Zing Forum

Reading

From Physics to Data Science: A Cross-Disciplinary Developer's Machine Learning Practical Portfolio

Machine learning project collection by Mexican physicist Luis Gerardo Ramírez Archundia, covering practical cases such as SQL data analysis, time series prediction, coffee shop sales analysis, and economic indicator clustering, demonstrating how to combine physics thinking with data science methods.

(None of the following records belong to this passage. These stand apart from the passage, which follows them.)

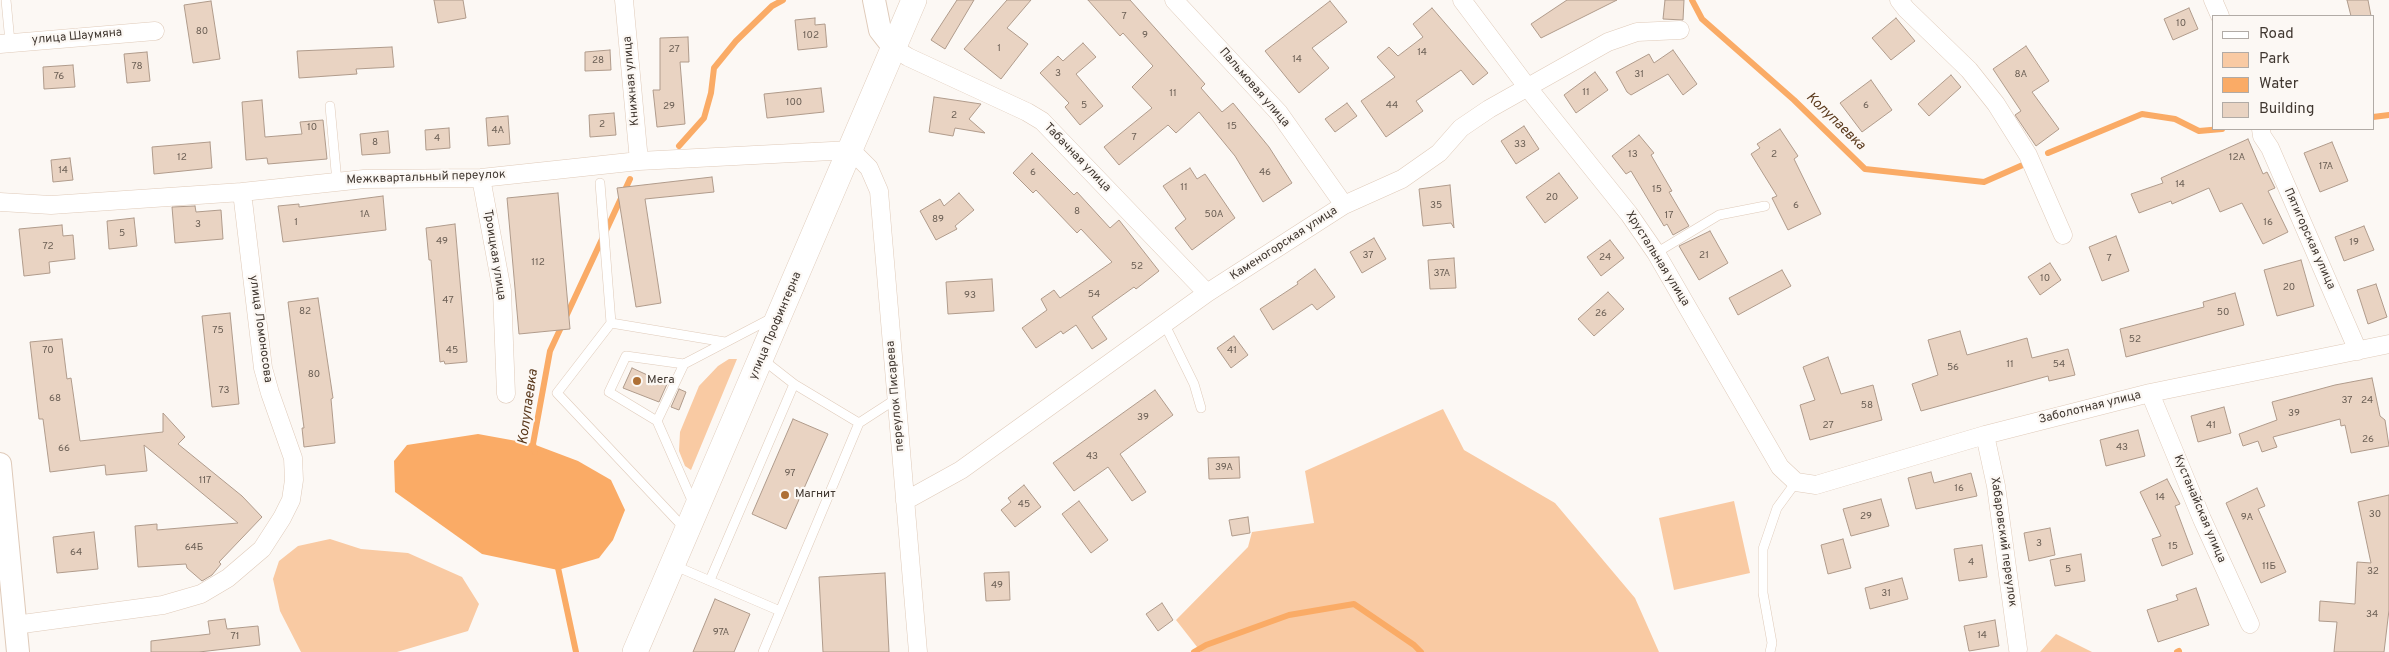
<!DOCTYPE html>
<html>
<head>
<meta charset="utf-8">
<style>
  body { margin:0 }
  #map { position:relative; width:2389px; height:652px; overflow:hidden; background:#fcf8f4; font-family:Overpass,sans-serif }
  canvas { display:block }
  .legend { position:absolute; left:2212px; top:15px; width:162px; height:115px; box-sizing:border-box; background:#fcf8f4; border:1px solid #b1aba6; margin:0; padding:6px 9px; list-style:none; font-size:15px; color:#403730 }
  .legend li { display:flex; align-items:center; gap:10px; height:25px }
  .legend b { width:25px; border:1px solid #b1aba6 }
</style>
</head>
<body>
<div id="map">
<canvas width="2389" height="652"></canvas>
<ul class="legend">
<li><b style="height:6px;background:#fff"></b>Road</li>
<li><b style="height:14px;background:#f9caa3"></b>Park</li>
<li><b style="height:14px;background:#faab66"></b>Water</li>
<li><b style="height:14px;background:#e9d3c2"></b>Building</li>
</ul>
</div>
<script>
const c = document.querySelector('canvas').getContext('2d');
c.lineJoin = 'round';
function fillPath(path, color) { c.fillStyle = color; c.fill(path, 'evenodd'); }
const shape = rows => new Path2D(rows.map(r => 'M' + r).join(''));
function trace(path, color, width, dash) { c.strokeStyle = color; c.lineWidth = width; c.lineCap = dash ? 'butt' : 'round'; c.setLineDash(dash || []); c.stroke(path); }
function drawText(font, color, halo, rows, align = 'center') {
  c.font = font + ' Overpass,sans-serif'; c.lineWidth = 4.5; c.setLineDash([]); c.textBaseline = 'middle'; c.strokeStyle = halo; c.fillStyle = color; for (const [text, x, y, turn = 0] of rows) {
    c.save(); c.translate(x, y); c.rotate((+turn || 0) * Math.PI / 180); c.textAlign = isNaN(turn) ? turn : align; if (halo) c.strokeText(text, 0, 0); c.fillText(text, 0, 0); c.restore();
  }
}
fillPath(shape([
  [729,359,737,359,691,470,685,466,679,451,680,432,699,386,718,366],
  [1443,409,1464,450,1555,503,1635,598,1659,652,1201,652,1176,620,1248,547,1252,532,1314,523,1305,471],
  [1734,501,1750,573,1674,590,1659,518],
  [330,539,361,549,408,553,462,577,479,604,468,631,397,652,301,652,280,611,273,579,279,561,298,546],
  [2056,634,2092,652,2040,652]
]), '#f9caa3');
fillPath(shape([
  [478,434,533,444,578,461,611,480,625,510,613,540,599,558,558,570,482,554,395,492,394,461,407,445]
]), '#faab66');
trace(shape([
  [1692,0,1702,19,1794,100,1865,169,1984,182,2025,164],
  [2373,117,2389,115],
  [679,146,704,118,711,93,714,68,736,41,772,6,783,0],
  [2048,153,2142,114,2175,119,2199,131,2222,129],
  [535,452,533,444,550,351,630,179],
  [557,563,576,652],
  [1194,652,1206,645,1289,615,1354,604,1414,645,1421,652],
  [2177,652,2179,651]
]), '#faab66', 6);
const building = shape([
  [434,0,463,0,466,18,438,23,434,0],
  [957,0,974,0,945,49,931,40,957,0],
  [1007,0,1031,0,1007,28,1028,44,1001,79,964,49,1007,0],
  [1088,0,1130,0,1205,84,1201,88,1222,112,1233,103,1269,147,1292,183,1263,202,1235,156,1199,112,1176,133,1168,125,1119,165,1104,147,1152,108,1132,87,1153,66,1123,33,1120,36,1088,0],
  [1567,0,1617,0,1541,38,1531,24,1567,0],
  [1665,0,1684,0,1683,20,1663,19,1665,0],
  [2347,0,2368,0,2371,16,2351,16,2347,0],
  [211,1,220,59,193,63,184,5,211,1],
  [1330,1,1347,22,1312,48,1329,68,1299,93,1265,51,1330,1],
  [1432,8,1488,73,1473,85,1461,70,1416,101,1423,111,1386,137,1361,101,1395,77,1377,57,1389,47,1398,56,1423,37,1413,24,1432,8],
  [2189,8,2198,29,2173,40,2164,19,2189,8],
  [815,18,815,25,825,24,827,47,798,50,795,20,815,18],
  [1896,18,1915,41,1891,60,1872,38,1896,18],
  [688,37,689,62,680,62,685,124,657,127,653,90,660,90,660,38,688,37],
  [1083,43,1096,57,1076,74,1103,106,1080,125,1065,107,1069,103,1040,73,1058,56,1063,61,1083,43],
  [2026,46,2049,81,2032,92,2059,129,2036,146,2015,115,2021,111,1993,69,2026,46],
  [392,47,394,67,356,69,357,74,299,78,297,51,392,47],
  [610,50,611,70,585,71,585,52,610,50],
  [1673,50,1697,84,1683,95,1668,74,1631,95,1627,92,1616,72,1649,54,1654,63,1673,50],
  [147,52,150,81,127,83,124,54,147,52],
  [73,65,75,87,44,89,43,67,73,65],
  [1595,72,1608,90,1576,113,1564,95,1595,72],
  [1951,75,1961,87,1929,116,1918,104,1951,75],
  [1871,80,1892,110,1862,132,1840,103,1871,80],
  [821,88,824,112,767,118,764,94,821,88],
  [934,97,981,104,969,119,985,133,955,128,953,136,929,132,934,97],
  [262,100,265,137,302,134,300,122,323,120,327,159,268,164,267,158,246,160,242,102,262,100],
  [1347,103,1357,116,1335,132,1325,119,1347,103],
  [614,113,616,135,590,137,589,115,614,113],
  [508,116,510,144,488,146,486,118,508,116],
  [1524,126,1539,149,1516,164,1501,141,1524,126],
  [449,128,450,148,426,150,425,130,449,128],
  [1780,129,1798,156,1794,159,1821,214,1788,230,1772,198,1777,196,1751,154,1760,148,1757,144,1780,129],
  [388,131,390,153,362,155,360,134,388,131],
  [1639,135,1654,153,1651,155,1672,191,1669,192,1689,226,1673,235,1667,224,1664,226,1631,171,1626,174,1612,156,1639,135],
  [2248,139,2263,174,2267,172,2275,188,2268,191,2288,232,2263,244,2242,203,2220,212,2209,188,2172,204,2171,201,2139,213,2131,194,2163,183,2161,178,2248,139],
  [210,142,212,168,154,174,152,147,210,142],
  [2332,142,2348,181,2320,192,2304,153,2332,142],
  [1032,153,1074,195,1077,192,1110,228,1119,220,1159,271,1136,289,1134,287,1092,317,1107,339,1092,349,1076,325,1063,334,1061,331,1036,348,1022,328,1047,310,1041,299,1054,290,1060,298,1112,262,1081,229,1077,233,1036,190,1033,193,1013,173,1032,153],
  [70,158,73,180,53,182,51,160,70,158],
  [1190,168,1197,179,1205,174,1235,218,1192,250,1175,228,1186,219,1163,186,1190,168],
  [1559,173,1578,198,1545,223,1526,197,1559,173],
  [712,177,714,192,645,199,661,303,636,307,617,188,712,177],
  [1450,185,1454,228,1451,223,1423,226,1419,189,1450,185],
  [558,193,570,329,519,334,507,198,558,193],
  [959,193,974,210,955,226,957,229,936,240,920,211,940,199,944,206,959,193],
  [383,196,386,230,283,242,278,206,299,204,299,207,383,196],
  [195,206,196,212,221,210,223,239,175,243,172,207,195,206],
  [134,218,137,246,109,249,107,221,134,218],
  [455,224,467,362,445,364,444,361,440,362,431,260,429,260,426,228,455,224],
  [62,225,63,236,73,235,75,259,49,262,50,273,24,276,19,229,62,225],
  [2364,226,2374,250,2344,261,2335,237,2364,226],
  [1710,231,1728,263,1699,280,1679,246,1710,231],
  [2116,236,2129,271,2102,281,2089,247,2116,236],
  [1374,238,1386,259,1362,273,1350,252,1374,238],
  [1610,240,1624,258,1601,276,1587,257,1610,240],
  [1454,258,1456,288,1430,289,1428,260,1454,258],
  [2301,260,2314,306,2277,316,2264,270,2301,260],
  [2050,263,2061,280,2040,295,2028,277,2050,263],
  [1315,269,1335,297,1317,310,1312,304,1273,330,1260,309,1298,284,1297,282,1315,269],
  [1782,270,1791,286,1738,315,1729,298,1782,270],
  [992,279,994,311,948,314,946,282,992,279],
  [2376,284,2387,317,2368,324,2357,290,2376,284],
  [1608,292,1624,309,1594,336,1578,319,1608,292],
  [2235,293,2244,325,2126,357,2120,329,2204,307,2203,302,2235,293],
  [318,298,333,398,331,399,335,443,304,447,302,428,304,428,288,302,318,298],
  [230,313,239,404,212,407,202,316,230,313],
  [1960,331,1967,355,2027,338,2032,358,2068,349,2075,375,2049,381,2048,376,1921,411,1912,384,1938,375,1928,340,1960,331],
  [1234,336,1248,355,1231,368,1217,348,1234,336],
  [62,339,67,379,71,378,80,441,163,432,163,413,185,437,178,444,242,496,262,517,219,562,221,564,212,575,202,581,187,568,186,564,138,567,135,526,157,524,157,530,238,523,144,445,147,471,106,475,105,465,50,472,43,419,39,419,30,342,62,339],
  [1828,357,1841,394,1873,385,1882,420,1810,440,1800,405,1815,400,1803,367,1828,357],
  [632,368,667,384,659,402,623,388,632,368],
  [2372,378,2380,416,2385,420,2389,446,2351,453,2345,425,2341,426,2340,419,2273,437,2277,447,2262,452,2258,441,2243,446,2239,434,2277,420,2272,402,2335,385,2372,378],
  [679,389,686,392,679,410,671,407,679,389],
  [1155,390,1173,415,1120,454,1146,492,1132,501,1108,467,1074,491,1053,463,1155,390],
  [2224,407,2231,433,2198,442,2191,416,2224,407],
  [793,419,828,434,786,529,752,514,793,419],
  [2138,430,2145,456,2106,466,2100,440,2138,430],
  [1239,457,1240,478,1209,479,1208,458,1239,457],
  [1931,472,1934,483,1971,473,1977,496,1916,509,1908,478,1931,472],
  [2167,479,2180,504,2175,506,2193,554,2162,566,2152,539,2161,536,2140,492,2167,479],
  [1024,485,1041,507,1015,527,1001,510,1011,502,1008,498,1024,485],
  [2257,488,2265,506,2258,509,2286,572,2261,583,2226,503,2257,488],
  [2389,495,2389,610,2384,652,2334,652,2337,622,2319,621,2320,601,2355,604,2357,562,2371,563,2358,502,2389,495],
  [1881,499,1889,526,1851,536,1843,509,1881,499],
  [1079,501,1108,540,1091,553,1062,514,1079,501],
  [1248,517,1250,533,1232,536,1229,520,1248,517],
  [2050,528,2055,555,2029,561,2024,533,2050,528],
  [94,532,98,569,57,573,53,537,94,532],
  [1843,539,1851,568,1828,574,1821,545,1843,539],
  [1982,545,1987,577,1959,581,1954,549,1982,545],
  [2081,554,2085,581,2055,586,2050,560,2081,554],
  [1009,572,1010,600,986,601,984,573,1009,572],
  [885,573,889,652,823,652,819,577,885,573],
  [1902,578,1908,599,1870,609,1865,588,1902,578],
  [2196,588,2209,625,2158,642,2147,610,2178,600,2176,595,2196,588],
  [715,599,750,614,734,652,693,652,715,599],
  [1162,603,1173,620,1158,631,1146,614,1162,603],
  [225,619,227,629,258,626,260,645,199,652,151,652,151,641,210,634,208,621,225,619],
  [1995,620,1999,646,1969,651,1964,626,1995,620]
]);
fillPath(building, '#e9d3c2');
trace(building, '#b09b8b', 1);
const service = shape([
  [6,0,10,42],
  [330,106,337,182],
  [600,183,611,323,557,393,685,529],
  [1656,253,1719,215,1765,206],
  [611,323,725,342],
  [1164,323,1194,384,1201,408],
  [762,359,794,384,859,423,896,399],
  [657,421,609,392,626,356,684,364],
  [694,505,657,421,684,364,772,318],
  [673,565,780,611],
  [710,580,794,384],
  [763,652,859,423],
  [1770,652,1772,643,1763,593,1763,549,1777,508,1796,482]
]);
const minor = shape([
  [624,0,639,161],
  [1174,0,1279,113,1344,205],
  [1462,0,1528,88,1629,214,1656,253,1780,467,1796,482,1816,485,1985,435,2150,393,2389,344],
  [1899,0,1906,9,1969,70,1996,104,2028,155,2063,235],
  [2213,0,2220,16],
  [0,44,155,31],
  [894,48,908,57,1027,112,1042,121,1207,293],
  [2261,129,2262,136,2270,148,2358,351],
  [481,178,502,291,506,394],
  [0,202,51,205,242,192,364,179,481,178,639,161,851,150,869,168,879,191,918,652],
  [2150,393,2202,519,2250,624],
  [1985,435,1996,486,2018,649],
  [905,501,961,470,1207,293,1344,205,1402,179,1439,153,1461,128,1489,109,1608,42,1637,32,1680,30],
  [15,625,163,605,201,594,228,578,262,549,282,518,291,500,294,480,293,458,270,393,263,368,242,192]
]);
const tertiary = shape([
  [874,0,880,30,894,48],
  [0,464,18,652]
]);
const secondary = shape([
  [635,652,914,0]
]);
trace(service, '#dfcab9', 10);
trace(minor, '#dfcab9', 19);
trace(tertiary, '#dfcab9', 24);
trace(secondary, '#dfcab9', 26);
trace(service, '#fff', 9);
trace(minor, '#fff', 18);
trace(tertiary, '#fff', 22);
trace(secondary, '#fff', 25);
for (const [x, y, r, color] of [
  [637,381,5,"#ae7036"],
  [785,495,5,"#ae7036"]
]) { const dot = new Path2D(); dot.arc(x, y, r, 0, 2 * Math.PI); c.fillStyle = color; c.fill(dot); trace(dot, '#fcf8f4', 2); }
drawText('10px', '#6a5e54', null, [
  ["7",1124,17],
  ["10",2181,24],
  ["80",202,32],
  ["102",811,36],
  ["9",1145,36],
  ["1",999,49],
  ["27",674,50],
  ["14",1422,53],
  ["14",1297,60],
  ["28",598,61],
  ["78",137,67],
  ["3",1058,74],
  ["31",1639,75],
  ["8А",2021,75],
  ["76",59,77],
  ["11",1586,93],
  ["11",1173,94],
  ["100",794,103],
  ["5",1084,106],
  ["44",1392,106],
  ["6",1866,106],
  ["29",669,107],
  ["2",954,116],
  ["2",602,125],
  ["15",1232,127],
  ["10",312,128],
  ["4А",498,131],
  ["7",1134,138],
  ["4",437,139],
  ["8",375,143],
  ["33",1520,145],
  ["13",1633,155],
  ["2",1774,155],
  ["12",182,158],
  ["12А",2237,158],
  ["17А",2326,167],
  ["14",63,171],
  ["6",1033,173],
  ["46",1265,173],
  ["14",2180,185],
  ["11",1184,188],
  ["15",1657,190],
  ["20",1552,198],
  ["35",1436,206],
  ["6",1796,206],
  ["8",1077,212],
  ["1А",365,215],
  ["50А",1214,215],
  ["17",1669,216],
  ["89",938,220],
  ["1",296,223],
  ["16",2268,223],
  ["3",198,225],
  ["5",122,234],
  ["49",442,242],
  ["19",2354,243],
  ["72",48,247],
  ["37",1368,256],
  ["21",1704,256],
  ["24",1605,258],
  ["7",2109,259],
  ["112",538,263],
  ["52",1137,267],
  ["37А",1442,274],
  ["10",2045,279],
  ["20",2289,288],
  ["54",1094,295],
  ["93",970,296],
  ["47",448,301],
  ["82",305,312],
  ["50",2223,313],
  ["26",1601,314],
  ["75",218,331],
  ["52",2135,340],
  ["70",48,351],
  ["45",452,351],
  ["41",1232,351],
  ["11",2010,365],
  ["54",2059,365],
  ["56",1953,368],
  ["80",314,375],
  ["73",224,391],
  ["68",55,399],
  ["37",2347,401],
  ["24",2367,401],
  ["58",1867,406],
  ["39",2294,414],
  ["39",1143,418],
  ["27",1828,426],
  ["41",2211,426],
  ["26",2368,440],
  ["43",2122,448],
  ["66",64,449],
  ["43",1092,457],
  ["39А",1224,468],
  ["97",790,474],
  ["117",205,481],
  ["16",1959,489],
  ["14",2160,498],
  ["45",1024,505],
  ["30",2375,515],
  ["29",1866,517],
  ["9А",2247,518],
  ["3",2039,544],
  ["15",2173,547],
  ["64Б",194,548],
  ["64",76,553],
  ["4",1971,563],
  ["11Б",2269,567],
  ["5",2068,570],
  ["32",2373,572],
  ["49",997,586],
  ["31",1886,594],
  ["34",2372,615],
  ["97А",721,633],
  ["14",1982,636],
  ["71",235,637]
]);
drawText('12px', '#403730', '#fcf8f4', [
  ["улица Шаумяна",77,37,-5],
  ["Книжная улица",632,81,-95],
  ["Пальмовая улица",1254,88,49],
  ["Табачная улица",1077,158,46],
  ["Межквартальный переулок",426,178,-2],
  ["Пятигорская улица",2309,239,66],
  ["Каменогорская улица",1284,244,-33],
  ["Троицкая улица",494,255,81],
  ["Хрустальная улица",1657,259,58],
  ["улица Профинтерна",776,326,-67],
  ["улица Ломоносова",260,329,82],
  ["переулок Писарева",896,396,-95],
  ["Заболотная улица",2090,408,-14],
  ["Кустанайская улица",2199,509,67],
  ["Хабаровский переулок",2003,542,82]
]);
drawText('12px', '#403730', '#fcf8f4', [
  ["Мега",647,381],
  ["Магнит",795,495]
], 'left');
drawText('italic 14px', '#5b3a1d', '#fcf8f4', [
  ["Колупаевка",1835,122,44],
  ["Колупаевка",529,407,-82]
]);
</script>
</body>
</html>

machine learningdata scienceportfoliophysicstime seriesclusteringSQLPython数据分析机器学习
Published 2026-06-08 12:10Recent activity 2026-06-08 12:18Estimated read 6 min
From Physics to Data Science: A Cross-Disciplinary Developer's Machine Learning Practical Portfolio
1

Section 01

[Introduction] Machine Learning Practical Portfolio of a Cross-Disciplinary Developer from Physics

Machine learning project collection by Mexican physicist Luis Gerardo Ramírez Archundia, covering practical cases such as SQL data analysis, time series prediction, coffee shop sales analysis, and economic indicator clustering, demonstrating the combination of physics thinking and data science methods. The project is open-sourced on GitHub and continuously maintained, providing practical references for learners.

2

Section 02

Project Background and Author Introduction

Author Luis is a Mexican physics graduate with research experience in quantum chromodynamics and deep expertise in machine learning. His interdisciplinary background brings a unique perspective. His project collection covers a complete tech stack from exploratory analysis to deep learning, with each project including detailed documentation (problem definition, methodology, result analysis).

3

Section 03

Methodology of Core Projects

  1. SQL Supermarket Analysis: Multi-table join queries, GROUP BY/subqueries/window functions, data aggregation and query optimization;
  2. Coffee Sales Time Series Prediction: Data preprocessing (missing value handling, date conversion), feature engineering (time feature extraction, one-hot encoding), linear regression model (80-20 time series split;
  3. Coffee Shop Sales Analysis: Analysis of revenue structure and time patterns based on over 149k transaction data;
  4. Economic Indicator Clustering: Analysis of 11 indicators from 96 countries using multiple algorithms such as K-Means, hierarchical clustering, and DBSCAN.
4

Section 04

Key Evidence and Results of the Projects

  1. SQL Supermarket Analysis: Reveals regional sales distribution, profit margin changes, customer purchase patterns, etc.;
  2. Coffee Time Series Prediction: MAE is only $0.48, with high accuracy, applicable for inventory planning;
  3. Coffee Shop Analysis: Coffee category accounts for 38.6% of revenue (led by Barista Espresso), tea category 28.1%; Hell's Kitchen high-end products perform best; morning peak is from 7 to 10 AM, and peak season is May-June;
  4. Economic Indicator Clustering: Countries are grouped by development level; economic indicators and environmental indicators effectively distinguish different country types.
5

Section 05

Tech Stack and Toolchain

Programming Languages: Python 3.10+, SQL; Data Processing: Pandas, NumPy; Visualization: Matplotlib, Seaborn, Plotly; Machine Learning: Scikit-learn, TensorFlow, PyTorch; Databases: MySQL, PostgreSQL; Development Environment: Jupyter Notebooks, Git & GitHub.

6

Section 06

Learning Value and Insights

The project collection demonstrates the end-to-end ML project lifecycle: data preprocessing/feature engineering, statistical analysis/hypothesis testing, model selection and tuning, time series analysis, unsupervised learning, SQL query optimization, and visualization storytelling. It provides an excellent reference template for learners transitioning from theory to practice, emphasizing systematic thinking and problem-solving abilities.

7

Section 07

Conclusion and Recommendations

Interdisciplinary backgrounds (like physics) have significant value in the data science field; systematic thinking, mathematical modeling, and a rigorous analytical attitude align with ML requirements. The project is continuously maintained, with plans to add new projects. It is recommended that machine learning learners follow this open-source resource to gain practical experience.